Autre piste évoquée : pour recevoir des subventions publiques, les associations devraient signer un « contrat » présenté tantôt comme un « engagement sur la laïcité », tantôt sur « les valeurs de la République », dont l’égalité hommes-femmes. Le contenu reste flou. Pour le Planning familial, par exemple, il est hors de question de contraindre ses membres à la neutralité vestimentaire. « Nous pratiquons l’accueil inconditionnel de toutes les femmes. Salariées et militantes s’habillent comme elles veulent », rappelle Véronique Séhier, ancienne coprésidente.

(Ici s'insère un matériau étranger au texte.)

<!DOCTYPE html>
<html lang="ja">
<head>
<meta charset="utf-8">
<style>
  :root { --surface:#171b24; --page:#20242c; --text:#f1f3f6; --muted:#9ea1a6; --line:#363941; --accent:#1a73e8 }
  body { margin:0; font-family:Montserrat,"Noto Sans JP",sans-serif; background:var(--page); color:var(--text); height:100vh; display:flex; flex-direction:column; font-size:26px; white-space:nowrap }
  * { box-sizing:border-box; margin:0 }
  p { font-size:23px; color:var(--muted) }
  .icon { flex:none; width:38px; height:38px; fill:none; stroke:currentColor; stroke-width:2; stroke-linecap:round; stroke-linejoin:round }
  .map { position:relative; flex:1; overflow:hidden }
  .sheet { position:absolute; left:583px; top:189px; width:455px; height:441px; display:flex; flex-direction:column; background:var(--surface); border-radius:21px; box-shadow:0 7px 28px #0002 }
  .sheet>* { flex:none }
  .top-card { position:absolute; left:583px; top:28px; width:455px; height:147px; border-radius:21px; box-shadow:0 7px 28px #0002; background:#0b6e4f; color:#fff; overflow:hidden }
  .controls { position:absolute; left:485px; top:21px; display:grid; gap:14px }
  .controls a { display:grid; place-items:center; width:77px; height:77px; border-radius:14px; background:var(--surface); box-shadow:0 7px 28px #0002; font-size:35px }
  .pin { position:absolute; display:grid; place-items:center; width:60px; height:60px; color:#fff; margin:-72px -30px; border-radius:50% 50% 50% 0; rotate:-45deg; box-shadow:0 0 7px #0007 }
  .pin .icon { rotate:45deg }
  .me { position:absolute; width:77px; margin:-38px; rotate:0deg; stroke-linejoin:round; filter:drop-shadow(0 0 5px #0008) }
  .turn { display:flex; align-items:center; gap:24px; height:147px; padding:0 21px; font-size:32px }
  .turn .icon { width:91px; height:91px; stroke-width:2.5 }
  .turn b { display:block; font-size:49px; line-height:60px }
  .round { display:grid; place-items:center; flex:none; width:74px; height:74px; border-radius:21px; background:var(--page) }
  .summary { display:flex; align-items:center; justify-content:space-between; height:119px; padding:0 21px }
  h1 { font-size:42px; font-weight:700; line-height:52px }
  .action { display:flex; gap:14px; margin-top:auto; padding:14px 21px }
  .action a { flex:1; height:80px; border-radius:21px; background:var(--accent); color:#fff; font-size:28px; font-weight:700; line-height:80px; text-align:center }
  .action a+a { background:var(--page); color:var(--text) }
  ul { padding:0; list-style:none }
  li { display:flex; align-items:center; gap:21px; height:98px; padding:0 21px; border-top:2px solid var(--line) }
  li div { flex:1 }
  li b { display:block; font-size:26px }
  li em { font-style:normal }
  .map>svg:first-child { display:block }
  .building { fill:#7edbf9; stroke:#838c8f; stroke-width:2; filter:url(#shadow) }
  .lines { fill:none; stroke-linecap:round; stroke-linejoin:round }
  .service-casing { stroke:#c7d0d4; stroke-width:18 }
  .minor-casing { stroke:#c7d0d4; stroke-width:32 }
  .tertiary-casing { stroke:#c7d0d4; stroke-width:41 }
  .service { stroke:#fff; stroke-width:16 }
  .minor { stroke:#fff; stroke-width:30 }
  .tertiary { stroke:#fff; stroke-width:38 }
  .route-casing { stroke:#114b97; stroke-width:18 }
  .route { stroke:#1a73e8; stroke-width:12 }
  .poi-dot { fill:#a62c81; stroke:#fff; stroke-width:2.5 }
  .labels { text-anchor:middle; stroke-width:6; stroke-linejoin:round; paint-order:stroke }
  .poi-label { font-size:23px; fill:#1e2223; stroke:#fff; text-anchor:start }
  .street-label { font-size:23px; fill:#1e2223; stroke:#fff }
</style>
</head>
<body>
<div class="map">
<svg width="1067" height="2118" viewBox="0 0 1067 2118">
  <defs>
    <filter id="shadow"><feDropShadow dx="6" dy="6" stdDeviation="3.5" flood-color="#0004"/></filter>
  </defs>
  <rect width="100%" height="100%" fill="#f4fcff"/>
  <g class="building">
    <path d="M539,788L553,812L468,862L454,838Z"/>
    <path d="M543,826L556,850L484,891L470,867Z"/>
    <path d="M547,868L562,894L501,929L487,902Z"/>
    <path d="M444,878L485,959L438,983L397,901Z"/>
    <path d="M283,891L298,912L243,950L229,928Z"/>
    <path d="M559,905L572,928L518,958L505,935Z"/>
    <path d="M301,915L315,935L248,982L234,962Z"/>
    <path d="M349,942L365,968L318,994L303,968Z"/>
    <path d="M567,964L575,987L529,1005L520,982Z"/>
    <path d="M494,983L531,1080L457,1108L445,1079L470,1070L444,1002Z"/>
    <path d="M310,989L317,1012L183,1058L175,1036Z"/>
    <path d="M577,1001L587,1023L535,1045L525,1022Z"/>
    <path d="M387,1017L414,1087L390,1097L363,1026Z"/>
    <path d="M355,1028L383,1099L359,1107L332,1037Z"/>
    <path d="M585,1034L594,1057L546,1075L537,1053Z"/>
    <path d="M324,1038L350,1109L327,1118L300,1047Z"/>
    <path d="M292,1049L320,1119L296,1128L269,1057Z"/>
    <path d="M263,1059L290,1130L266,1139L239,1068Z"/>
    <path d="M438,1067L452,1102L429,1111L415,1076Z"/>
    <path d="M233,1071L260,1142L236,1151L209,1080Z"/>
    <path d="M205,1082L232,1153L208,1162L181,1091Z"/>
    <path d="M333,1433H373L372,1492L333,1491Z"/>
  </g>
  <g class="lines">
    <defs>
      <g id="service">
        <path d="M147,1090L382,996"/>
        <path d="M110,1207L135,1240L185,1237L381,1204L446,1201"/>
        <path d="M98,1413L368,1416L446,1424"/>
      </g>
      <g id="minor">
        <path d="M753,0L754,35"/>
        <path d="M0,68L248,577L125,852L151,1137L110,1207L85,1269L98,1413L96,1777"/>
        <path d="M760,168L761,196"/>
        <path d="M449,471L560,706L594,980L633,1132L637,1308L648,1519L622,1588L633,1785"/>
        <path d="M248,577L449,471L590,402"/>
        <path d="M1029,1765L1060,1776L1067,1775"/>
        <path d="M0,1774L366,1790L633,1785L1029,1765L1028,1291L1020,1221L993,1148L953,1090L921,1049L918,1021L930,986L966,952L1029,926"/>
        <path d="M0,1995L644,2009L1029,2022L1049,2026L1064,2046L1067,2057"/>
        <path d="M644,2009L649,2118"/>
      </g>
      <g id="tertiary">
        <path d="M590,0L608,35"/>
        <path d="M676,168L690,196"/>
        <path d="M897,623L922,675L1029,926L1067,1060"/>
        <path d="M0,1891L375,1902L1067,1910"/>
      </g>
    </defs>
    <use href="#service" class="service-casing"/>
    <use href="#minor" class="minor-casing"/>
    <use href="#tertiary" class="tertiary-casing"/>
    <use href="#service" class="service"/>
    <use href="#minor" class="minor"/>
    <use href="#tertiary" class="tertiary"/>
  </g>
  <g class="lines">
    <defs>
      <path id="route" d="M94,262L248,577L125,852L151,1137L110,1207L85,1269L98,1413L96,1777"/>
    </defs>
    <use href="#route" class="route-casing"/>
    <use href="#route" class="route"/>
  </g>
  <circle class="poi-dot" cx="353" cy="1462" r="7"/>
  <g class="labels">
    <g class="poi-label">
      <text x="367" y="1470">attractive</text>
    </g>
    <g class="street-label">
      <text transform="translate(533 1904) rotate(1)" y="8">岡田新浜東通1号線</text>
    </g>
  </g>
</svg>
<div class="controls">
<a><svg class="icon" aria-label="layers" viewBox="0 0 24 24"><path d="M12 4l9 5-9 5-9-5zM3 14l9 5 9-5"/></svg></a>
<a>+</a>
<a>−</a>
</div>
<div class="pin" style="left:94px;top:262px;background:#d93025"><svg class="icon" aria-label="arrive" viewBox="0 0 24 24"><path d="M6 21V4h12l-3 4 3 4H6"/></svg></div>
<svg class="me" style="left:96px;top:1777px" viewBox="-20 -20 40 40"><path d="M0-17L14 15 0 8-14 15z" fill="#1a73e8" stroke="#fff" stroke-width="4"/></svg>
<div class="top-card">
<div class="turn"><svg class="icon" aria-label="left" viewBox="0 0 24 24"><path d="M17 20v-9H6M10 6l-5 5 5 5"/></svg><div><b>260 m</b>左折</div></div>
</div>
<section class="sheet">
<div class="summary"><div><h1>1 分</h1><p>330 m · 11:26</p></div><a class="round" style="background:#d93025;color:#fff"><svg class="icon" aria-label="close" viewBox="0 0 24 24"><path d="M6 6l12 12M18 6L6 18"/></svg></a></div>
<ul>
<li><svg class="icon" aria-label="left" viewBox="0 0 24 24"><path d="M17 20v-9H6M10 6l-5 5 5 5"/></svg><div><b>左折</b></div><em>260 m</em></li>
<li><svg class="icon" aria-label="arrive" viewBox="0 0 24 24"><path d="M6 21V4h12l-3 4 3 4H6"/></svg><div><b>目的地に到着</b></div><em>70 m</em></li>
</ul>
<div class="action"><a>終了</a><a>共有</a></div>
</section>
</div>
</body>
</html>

Mesures de contrôle et sanctions

Telle qu’elle ressort des discours ministériels actuels, la lutte contre « les séparatismes » se résume à des mesures de contrôle et de sanctions. Il ne reste plus grand monde pour défendre la dimension sociale de cette politique. « Au nom d’un problème qui existe mais qui n’est pas aussi massif qu’on veut bien le présenter, on stigmatise toute une communauté, se désole Yacine Hilmi. Qui sont ces séparatistes ? Combien sont-ils ? Où sont-ils ? Tout ça est très vendeur, mais cela ne pose pas les bonnes questions. Le vrai sujet, il est social : quels moyens est-on prêt à investir pour sortir ces habitants des difficultés ? »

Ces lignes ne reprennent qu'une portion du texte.